By Clint Burnham. Arsenal Pulp Press, 187 pp, $18.95, softcover.

The action's always elsewhere. Someone, we're not sure who, is going to get offed in prison. Someone else, maybe someone's mom, is going to go trekking on the wild West Coast. Someone knows someone who was once a goalie for the Kings. But for the suburban protagonists of Clint Burnham's first novel, Smoke Show, scoring the weekly baggie is about as exciting as it gets. Maybe they'll get laid. Maybe they'll find a new stereo in the Buy & Sell. Life is measured out in the daily grind of the dead-end job and the monthly pulse of the welfare cheque.

This is loser fiction, and against all odds it's wildly compelling.

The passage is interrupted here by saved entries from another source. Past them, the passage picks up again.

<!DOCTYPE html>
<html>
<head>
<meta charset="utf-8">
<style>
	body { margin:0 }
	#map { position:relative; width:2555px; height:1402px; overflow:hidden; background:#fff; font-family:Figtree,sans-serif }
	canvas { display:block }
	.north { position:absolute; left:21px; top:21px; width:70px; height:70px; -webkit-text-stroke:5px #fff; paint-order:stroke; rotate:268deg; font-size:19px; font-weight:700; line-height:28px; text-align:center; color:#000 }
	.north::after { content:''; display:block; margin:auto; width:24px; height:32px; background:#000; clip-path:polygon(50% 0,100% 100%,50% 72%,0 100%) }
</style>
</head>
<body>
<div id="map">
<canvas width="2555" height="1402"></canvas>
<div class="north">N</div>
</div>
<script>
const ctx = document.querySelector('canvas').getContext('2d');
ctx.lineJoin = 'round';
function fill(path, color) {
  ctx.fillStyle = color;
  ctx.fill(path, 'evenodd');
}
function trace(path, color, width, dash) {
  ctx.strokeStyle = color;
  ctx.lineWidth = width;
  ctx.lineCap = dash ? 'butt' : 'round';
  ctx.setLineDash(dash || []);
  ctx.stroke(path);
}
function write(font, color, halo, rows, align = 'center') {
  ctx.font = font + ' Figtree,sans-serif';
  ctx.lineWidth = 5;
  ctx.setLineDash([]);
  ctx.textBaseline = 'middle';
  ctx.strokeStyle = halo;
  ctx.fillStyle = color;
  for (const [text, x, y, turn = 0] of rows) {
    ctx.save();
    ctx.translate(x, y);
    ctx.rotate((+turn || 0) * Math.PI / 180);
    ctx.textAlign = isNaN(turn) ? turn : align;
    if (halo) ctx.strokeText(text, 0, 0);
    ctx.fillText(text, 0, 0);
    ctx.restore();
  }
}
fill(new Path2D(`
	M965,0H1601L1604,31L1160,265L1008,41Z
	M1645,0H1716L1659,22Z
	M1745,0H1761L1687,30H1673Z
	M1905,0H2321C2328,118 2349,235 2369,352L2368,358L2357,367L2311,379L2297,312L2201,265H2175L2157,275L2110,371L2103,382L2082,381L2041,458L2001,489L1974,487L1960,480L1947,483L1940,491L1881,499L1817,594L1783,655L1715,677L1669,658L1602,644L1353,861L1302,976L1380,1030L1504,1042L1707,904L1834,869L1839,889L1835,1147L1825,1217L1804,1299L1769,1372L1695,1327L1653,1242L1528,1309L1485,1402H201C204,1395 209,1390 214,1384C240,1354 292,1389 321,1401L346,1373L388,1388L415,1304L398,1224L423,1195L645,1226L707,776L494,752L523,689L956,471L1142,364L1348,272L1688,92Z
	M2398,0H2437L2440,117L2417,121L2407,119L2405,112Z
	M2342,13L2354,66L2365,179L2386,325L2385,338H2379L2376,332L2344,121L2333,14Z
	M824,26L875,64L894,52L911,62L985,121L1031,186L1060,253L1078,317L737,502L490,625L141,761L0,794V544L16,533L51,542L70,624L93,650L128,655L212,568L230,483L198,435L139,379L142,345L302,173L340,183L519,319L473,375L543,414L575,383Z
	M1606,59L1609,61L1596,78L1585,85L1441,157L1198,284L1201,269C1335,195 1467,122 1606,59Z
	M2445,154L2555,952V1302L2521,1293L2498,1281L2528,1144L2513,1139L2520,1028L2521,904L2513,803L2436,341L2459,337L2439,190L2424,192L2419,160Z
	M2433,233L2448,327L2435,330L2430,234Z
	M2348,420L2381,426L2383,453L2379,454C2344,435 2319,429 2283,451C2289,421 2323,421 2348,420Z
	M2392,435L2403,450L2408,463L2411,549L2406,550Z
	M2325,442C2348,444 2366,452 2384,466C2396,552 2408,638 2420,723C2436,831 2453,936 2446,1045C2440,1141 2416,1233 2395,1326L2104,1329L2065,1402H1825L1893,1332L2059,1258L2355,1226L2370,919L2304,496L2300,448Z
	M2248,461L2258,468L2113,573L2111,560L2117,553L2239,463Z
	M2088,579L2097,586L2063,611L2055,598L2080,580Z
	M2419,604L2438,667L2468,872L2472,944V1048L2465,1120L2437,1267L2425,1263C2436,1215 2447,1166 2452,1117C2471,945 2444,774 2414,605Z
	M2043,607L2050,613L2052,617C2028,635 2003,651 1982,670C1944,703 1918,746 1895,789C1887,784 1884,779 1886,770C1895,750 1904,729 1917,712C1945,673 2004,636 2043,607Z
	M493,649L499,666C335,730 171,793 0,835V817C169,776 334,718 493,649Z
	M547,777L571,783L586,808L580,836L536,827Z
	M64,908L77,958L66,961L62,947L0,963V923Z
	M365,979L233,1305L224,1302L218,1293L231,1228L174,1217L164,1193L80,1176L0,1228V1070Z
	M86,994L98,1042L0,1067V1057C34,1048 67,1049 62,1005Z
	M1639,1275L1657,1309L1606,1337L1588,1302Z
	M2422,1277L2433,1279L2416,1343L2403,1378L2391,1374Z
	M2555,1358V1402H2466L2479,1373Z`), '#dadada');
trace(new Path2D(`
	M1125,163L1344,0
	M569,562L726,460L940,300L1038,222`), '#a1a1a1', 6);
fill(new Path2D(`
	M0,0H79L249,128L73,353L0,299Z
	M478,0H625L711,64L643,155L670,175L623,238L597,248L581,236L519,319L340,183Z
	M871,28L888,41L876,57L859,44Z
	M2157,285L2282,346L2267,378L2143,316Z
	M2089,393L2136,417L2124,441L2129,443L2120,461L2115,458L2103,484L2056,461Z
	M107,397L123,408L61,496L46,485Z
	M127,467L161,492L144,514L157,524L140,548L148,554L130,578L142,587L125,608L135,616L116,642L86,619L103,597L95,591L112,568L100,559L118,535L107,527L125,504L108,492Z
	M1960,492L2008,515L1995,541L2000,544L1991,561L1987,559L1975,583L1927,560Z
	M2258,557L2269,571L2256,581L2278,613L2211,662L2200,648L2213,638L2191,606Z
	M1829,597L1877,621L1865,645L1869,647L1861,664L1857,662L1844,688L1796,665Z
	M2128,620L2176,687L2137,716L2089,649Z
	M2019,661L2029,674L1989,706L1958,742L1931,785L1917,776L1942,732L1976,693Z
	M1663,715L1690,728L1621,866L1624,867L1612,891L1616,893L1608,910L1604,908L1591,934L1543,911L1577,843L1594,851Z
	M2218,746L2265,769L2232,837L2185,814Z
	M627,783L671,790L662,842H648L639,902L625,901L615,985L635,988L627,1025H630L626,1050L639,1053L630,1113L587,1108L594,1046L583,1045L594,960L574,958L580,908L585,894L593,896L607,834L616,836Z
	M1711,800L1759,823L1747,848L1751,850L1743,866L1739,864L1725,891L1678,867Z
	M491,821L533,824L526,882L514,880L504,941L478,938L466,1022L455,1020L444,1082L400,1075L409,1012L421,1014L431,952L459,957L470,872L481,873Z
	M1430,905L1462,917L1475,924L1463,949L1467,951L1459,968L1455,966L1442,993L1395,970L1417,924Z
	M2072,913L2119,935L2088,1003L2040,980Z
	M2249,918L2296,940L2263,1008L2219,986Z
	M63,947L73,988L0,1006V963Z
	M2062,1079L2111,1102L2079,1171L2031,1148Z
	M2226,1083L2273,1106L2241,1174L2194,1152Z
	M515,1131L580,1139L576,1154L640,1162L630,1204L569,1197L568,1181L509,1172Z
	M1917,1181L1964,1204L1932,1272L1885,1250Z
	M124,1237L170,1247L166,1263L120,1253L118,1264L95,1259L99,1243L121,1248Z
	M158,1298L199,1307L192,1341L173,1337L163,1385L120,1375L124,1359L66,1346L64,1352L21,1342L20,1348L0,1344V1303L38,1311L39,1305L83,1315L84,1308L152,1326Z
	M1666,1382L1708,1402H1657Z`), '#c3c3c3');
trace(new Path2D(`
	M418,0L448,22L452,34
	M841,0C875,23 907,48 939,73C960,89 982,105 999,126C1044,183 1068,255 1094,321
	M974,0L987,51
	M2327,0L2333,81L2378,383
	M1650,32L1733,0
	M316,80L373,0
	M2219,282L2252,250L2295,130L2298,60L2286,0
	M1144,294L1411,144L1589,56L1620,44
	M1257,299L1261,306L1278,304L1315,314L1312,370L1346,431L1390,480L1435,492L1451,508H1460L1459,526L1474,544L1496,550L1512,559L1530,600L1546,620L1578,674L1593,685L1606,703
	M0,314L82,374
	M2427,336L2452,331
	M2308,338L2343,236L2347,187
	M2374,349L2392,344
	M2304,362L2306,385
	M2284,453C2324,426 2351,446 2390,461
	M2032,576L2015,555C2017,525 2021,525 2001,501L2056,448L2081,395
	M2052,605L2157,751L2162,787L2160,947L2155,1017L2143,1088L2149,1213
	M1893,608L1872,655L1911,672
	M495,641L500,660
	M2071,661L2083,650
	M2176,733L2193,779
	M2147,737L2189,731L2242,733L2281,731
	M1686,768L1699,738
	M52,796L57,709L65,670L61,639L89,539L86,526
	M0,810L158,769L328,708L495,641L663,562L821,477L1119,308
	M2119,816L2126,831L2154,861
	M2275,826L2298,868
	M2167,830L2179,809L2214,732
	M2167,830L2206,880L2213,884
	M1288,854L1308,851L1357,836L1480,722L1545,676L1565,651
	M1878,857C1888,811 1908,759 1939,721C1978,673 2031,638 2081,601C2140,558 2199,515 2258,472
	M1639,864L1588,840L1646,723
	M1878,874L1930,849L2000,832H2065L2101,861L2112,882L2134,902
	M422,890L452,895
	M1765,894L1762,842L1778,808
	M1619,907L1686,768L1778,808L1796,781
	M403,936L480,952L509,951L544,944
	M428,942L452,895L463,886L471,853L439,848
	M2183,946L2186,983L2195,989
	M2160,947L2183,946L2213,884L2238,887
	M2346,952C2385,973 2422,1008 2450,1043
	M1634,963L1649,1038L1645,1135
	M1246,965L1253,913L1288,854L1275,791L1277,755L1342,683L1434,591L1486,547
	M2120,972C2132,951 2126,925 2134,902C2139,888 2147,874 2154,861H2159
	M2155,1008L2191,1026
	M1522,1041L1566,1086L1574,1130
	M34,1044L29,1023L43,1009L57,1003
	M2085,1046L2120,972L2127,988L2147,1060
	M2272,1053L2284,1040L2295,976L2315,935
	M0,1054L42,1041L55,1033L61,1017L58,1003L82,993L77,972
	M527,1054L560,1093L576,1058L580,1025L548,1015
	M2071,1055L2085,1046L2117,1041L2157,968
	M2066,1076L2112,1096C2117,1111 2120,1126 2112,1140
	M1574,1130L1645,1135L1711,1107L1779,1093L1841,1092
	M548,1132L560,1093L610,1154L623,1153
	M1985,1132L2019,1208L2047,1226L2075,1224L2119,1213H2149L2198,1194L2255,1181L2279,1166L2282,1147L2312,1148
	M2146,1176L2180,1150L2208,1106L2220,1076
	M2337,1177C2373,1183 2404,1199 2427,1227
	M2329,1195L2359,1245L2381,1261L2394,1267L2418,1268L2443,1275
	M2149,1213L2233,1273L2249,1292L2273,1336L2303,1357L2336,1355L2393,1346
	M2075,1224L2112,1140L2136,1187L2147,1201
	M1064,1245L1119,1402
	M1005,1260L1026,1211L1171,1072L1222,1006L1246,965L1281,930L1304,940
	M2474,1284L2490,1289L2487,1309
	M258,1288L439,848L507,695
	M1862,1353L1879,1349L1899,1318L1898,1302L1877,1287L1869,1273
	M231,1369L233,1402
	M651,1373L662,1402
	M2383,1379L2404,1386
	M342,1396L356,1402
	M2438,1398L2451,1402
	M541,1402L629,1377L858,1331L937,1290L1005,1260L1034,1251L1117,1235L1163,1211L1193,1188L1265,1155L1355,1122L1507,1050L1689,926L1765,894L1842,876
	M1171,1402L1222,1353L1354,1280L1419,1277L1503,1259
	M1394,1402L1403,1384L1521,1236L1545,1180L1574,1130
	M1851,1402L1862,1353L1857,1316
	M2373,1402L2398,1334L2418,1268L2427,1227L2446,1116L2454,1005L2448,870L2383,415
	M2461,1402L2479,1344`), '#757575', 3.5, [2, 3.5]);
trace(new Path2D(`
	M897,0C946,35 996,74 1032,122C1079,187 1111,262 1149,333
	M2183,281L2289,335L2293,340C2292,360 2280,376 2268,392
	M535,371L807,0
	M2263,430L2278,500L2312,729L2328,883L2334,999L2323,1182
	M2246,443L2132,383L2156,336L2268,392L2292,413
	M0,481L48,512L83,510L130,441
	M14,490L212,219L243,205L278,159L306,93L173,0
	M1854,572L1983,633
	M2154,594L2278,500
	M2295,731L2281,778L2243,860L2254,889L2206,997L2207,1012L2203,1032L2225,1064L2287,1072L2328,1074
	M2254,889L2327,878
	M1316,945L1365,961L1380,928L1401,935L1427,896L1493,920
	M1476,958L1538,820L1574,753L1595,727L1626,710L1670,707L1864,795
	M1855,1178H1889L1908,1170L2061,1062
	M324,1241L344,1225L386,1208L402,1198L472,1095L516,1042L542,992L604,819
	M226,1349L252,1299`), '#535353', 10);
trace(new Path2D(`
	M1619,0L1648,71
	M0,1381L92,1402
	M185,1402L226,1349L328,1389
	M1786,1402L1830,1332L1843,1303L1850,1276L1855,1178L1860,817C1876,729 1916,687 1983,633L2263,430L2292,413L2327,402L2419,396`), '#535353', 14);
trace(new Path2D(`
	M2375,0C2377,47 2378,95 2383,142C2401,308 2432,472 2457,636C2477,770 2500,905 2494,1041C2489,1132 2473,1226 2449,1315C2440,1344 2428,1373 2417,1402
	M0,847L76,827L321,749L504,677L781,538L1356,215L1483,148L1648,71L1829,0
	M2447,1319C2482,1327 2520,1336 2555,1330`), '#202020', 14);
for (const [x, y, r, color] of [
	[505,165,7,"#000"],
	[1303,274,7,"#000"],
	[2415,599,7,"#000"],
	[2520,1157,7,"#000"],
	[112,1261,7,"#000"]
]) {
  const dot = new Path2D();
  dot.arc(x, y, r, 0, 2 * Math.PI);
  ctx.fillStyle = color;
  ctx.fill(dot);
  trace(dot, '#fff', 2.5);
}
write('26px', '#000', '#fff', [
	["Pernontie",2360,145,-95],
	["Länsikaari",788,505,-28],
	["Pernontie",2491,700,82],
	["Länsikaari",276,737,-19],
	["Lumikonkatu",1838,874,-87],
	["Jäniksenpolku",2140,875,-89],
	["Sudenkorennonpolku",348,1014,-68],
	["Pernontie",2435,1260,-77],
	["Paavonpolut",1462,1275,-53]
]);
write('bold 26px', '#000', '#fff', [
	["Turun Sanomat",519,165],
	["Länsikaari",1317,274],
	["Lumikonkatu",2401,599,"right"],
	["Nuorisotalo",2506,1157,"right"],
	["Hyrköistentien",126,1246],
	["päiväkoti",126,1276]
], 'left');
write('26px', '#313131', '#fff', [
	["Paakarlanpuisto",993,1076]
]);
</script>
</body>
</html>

You wouldn't think so from a random scan of these pages, which might generate something like this:

"Hey. So how you guys doin'?"
"Hey. Not bad."
"Yeah, so come on in."
"So what've you been up to?"
"Oh, you know."
"Yeah?"
"Usual. You know."
"Yeah, Good. So."

This, by the way, is the verbal ballet that precedes a penny-ante drug deal, an undertaking that requires its own cryptic vocabulary. Burnham's protagonists are buying an eighth for 45, and while this makes them fluent in the language of hydro sales, they can barely organize a trip to the lake, let alone articulate any sense of how they want to live. Yet Burnham's ear for the music of their speech is so keen that we're gradually seduced by its ordinariness; what at first might seem a shallow, postmodern conceit is shown to be layered, consequential, real. Like a good documentary, Smoke Show reveals without condescension.

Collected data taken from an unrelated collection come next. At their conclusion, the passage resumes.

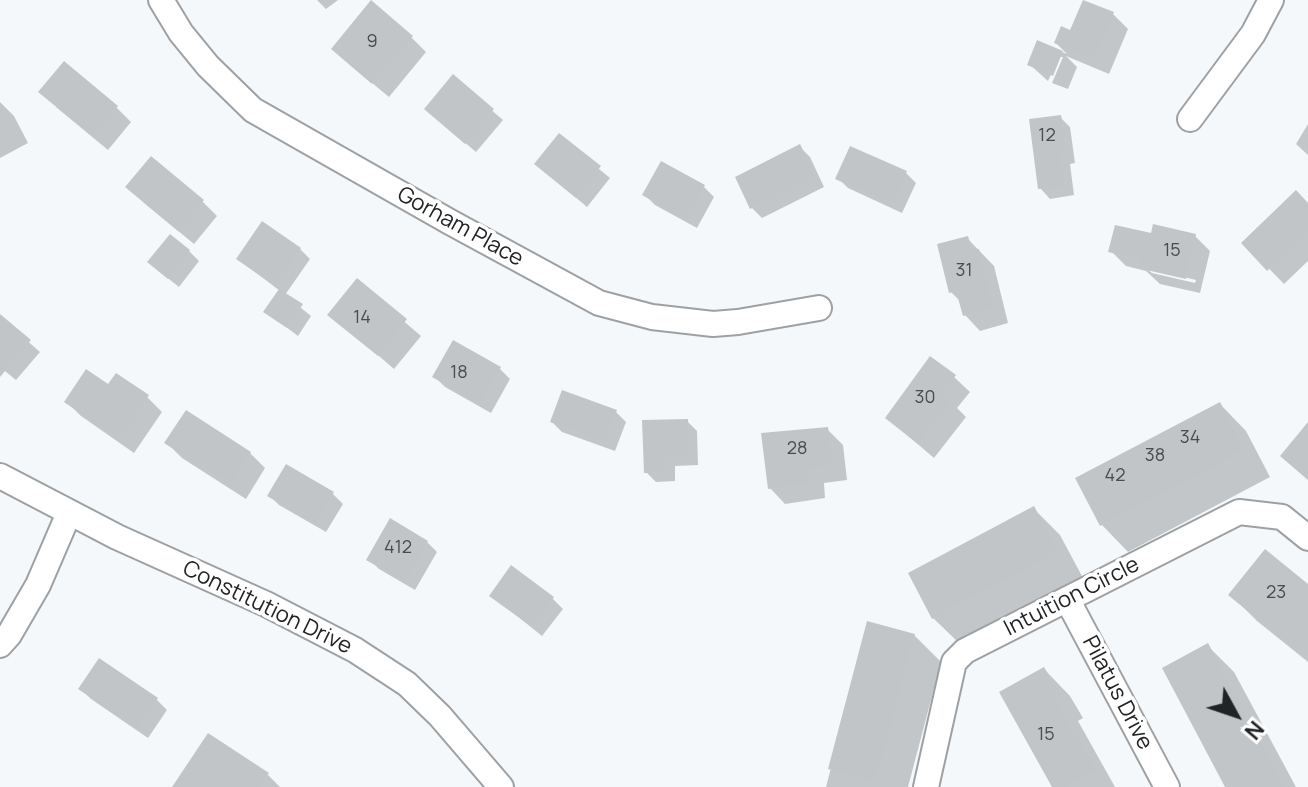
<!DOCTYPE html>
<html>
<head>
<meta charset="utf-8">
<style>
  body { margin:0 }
  #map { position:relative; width:1308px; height:787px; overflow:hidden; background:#f4f8fa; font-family:Manrope,sans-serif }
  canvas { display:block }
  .north { position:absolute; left:1196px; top:675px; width:80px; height:80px; -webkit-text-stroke:6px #fff; paint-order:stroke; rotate:130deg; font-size:22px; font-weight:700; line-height:32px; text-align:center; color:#222324 }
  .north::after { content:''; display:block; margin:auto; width:28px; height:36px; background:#222324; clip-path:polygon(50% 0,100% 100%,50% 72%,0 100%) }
</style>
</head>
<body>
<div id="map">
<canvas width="1308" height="787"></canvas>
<div class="north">N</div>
</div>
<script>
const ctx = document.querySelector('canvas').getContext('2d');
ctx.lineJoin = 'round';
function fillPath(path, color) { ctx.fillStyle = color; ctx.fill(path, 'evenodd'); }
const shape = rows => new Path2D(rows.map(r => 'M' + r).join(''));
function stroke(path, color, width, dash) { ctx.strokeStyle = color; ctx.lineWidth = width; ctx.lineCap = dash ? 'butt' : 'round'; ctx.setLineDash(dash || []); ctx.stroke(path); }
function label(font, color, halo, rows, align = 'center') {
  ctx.font = font + ' Manrope,sans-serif'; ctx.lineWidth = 7; ctx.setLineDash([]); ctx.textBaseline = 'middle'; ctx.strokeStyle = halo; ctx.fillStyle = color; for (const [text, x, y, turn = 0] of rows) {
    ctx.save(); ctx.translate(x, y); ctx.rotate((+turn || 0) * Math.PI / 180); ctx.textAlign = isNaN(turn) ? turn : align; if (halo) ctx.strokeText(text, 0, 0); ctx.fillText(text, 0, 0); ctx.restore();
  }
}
fillPath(shape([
  [317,0,338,0,326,9],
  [1113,14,1128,29,1109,74,1066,56,1077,67,1068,89,1052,83,1063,57,1059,57,1048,81,1029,64,1038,42,1067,54,1056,43,1071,32],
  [411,37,426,52,389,97,348,63],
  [453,77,503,120,476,152,437,119],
  [0,102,14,116,28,143,0,158],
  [56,107,116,107,131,122,108,150],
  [1060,117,1070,127,1075,163,1070,164,1074,195,1050,199,1040,188],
  [1308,124,1308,155,1296,144],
  [559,136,610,178,587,207,536,164],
  [800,147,810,157,824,187,762,218,752,208],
  [662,164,704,187,714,197,697,228,655,205,645,195],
  [906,173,916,183,902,213,848,188,838,178],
  [202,201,217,216,194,244,143,202],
  [1308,205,1308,261,1284,284,1244,243],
  [1152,235,1195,236,1210,251,1200,293,1160,284,1146,271,1126,266,1111,251],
  [1146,268,1196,280,1195,283,1152,273],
  [967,238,994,266,1008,323,980,331,965,315,961,302,951,292],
  [300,249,310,259,285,295,311,316,298,336,266,312,280,291,238,259],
  [189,251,199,261,179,287,160,272],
  [357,281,421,336,394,369,330,314],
  [0,317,40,352,16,380,0,367],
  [453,343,500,369,510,379,491,413,445,387,435,377],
  [954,377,970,392,957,408,966,417,934,458,887,418],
  [109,387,147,397,162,412,134,453,81,416,66,401],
  [1220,404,1246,431,1270,477,1128,552,1102,525],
  [616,412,626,422,615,451,562,432,552,422],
  [687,421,697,431,698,465,675,466,675,481,656,482,646,472],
  [828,430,843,445,847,480,824,483,825,498,785,504,770,488],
  [167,443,250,453,265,468,246,499,182,458],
  [333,494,343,504,326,532,279,505,269,495],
  [1033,508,1060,535,1083,578,960,644,933,618],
  [427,542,437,552,415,590,379,569,369,559],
  [1308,587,1308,662,1257,621,1231,595],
  [491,595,553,599,563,609,542,636],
  [868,624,914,635,941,662,908,787,826,787],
  [1208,646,1234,672,1296,787,1228,787],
  [1044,669,1070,696,1083,718,1078,721,1115,787,1054,787],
  [81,689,157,700,167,710,148,738,91,699],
  [268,775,280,787,174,787]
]), '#0003');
fillPath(shape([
  [371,0,413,36,372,84,331,49],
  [1083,0,1114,12,1094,60,1054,43,1061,26,1070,30],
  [1037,40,1063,51,1053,76,1027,65],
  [64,61,118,106,92,136,38,92],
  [453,74,494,109,465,144,424,109],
  [1061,115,1066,153,1061,154,1065,186,1038,189,1029,119],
  [559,133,601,166,576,198,534,164],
  [800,144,816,176,750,209,735,177],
  [850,146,907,171,892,204,835,179],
  [151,156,204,200,178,231,125,187],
  [661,161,705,185,686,220,642,195],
  [1296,190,1308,203,1308,231,1267,271,1241,243],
  [262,221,301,248,275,286,236,259],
  [1153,224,1196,234,1186,279,1142,269,1143,267,1138,266,1140,259,1108,252,1115,225,1151,233],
  [170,234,190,250,168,279,147,262],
  [968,236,972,250,979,249,994,308,963,316,956,291,949,293,937,244],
  [357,278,407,319,378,356,327,315],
  [279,289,303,304,287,328,263,312],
  [0,314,31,340,0,377],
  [453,340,501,367,480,404,432,377],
  [930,356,956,375,942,393,952,400,918,444,885,418],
  [86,369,108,384,116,373,149,395,118,439,64,402],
  [562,390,617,410,605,442,550,422],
  [1220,402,1245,450,1100,526,1075,478],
  [186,410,251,452,230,485,164,443],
  [688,419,689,456,665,457,666,472,644,473,642,420],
  [1308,422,1308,480,1280,456],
  [828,427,833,465,810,468,811,484,768,489,761,433],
  [286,464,334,492,315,524,267,496],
  [1034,506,1058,551,932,619,908,573],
  [390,518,428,541,405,582,366,560],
  [1265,549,1308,584,1308,660,1228,595],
  [511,565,554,597,532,627,489,596],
  [867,621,915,634,876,781,828,769],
  [1208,643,1285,787,1225,787,1162,668],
  [99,658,158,698,137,729,78,689],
  [1044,667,1058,691,1053,694,1096,771,1067,787,1052,787,999,692],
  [208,733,269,773,260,787,172,787]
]), '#c1c5c7');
const street = shape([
  [161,0,181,33,208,66,253,110,450,222,599,303,652,317,713,324,738,322,819,308],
  [1190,119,1253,34,1271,0],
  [0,476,117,537,266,604,355,650,407,684,440,716,501,787],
  [1067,599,1167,787],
  [0,645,9,635,38,585,69,513],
  [926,787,954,662,965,651,1239,512,1282,517,1308,538]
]);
stroke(street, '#9da1a3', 28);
stroke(street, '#fff', 24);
label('18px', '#4a4c4d', null, [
  ["9",372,42],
  ["12",1047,136],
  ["15",1172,251],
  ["31",964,271],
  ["14",362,318],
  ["18",459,373],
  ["30",925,398],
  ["34",1190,438],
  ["28",797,449],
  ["38",1155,456],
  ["42",1115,476],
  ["412",398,548],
  ["23",1276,593],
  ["15",1046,735]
]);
label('22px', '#222324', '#fff', [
  ["Gorham Place",460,227,29],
  ["Intuition Circle",1072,597,-27],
  ["Constitution Drive",267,608,26],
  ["Pilatus Drive",1117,693,62]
]);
</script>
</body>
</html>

It's true that characters such as Jimmy, Jeff, and Jesse fail to fully emerge from the haze of their own imprecision-and from Burnham's cunning circumvention of linear narrative. But the conditions that keep them vague are satisfactorily outlined: their buffer-zone environment; the drugs that fog their nights and, often, their afternoons. They're not exactly victims, these smoky, shadowy young adults: they have cars, lovers, pocket change, wicked tunes. But their inability to conceive of more renders them emblematic of contemporary life. Anyone who finds their plight familiar will be moved, but not comforted, by this accomplished first fiction.

Clint Burnham appears next Thursday (October 27) at 8 p.m. at Performance Works.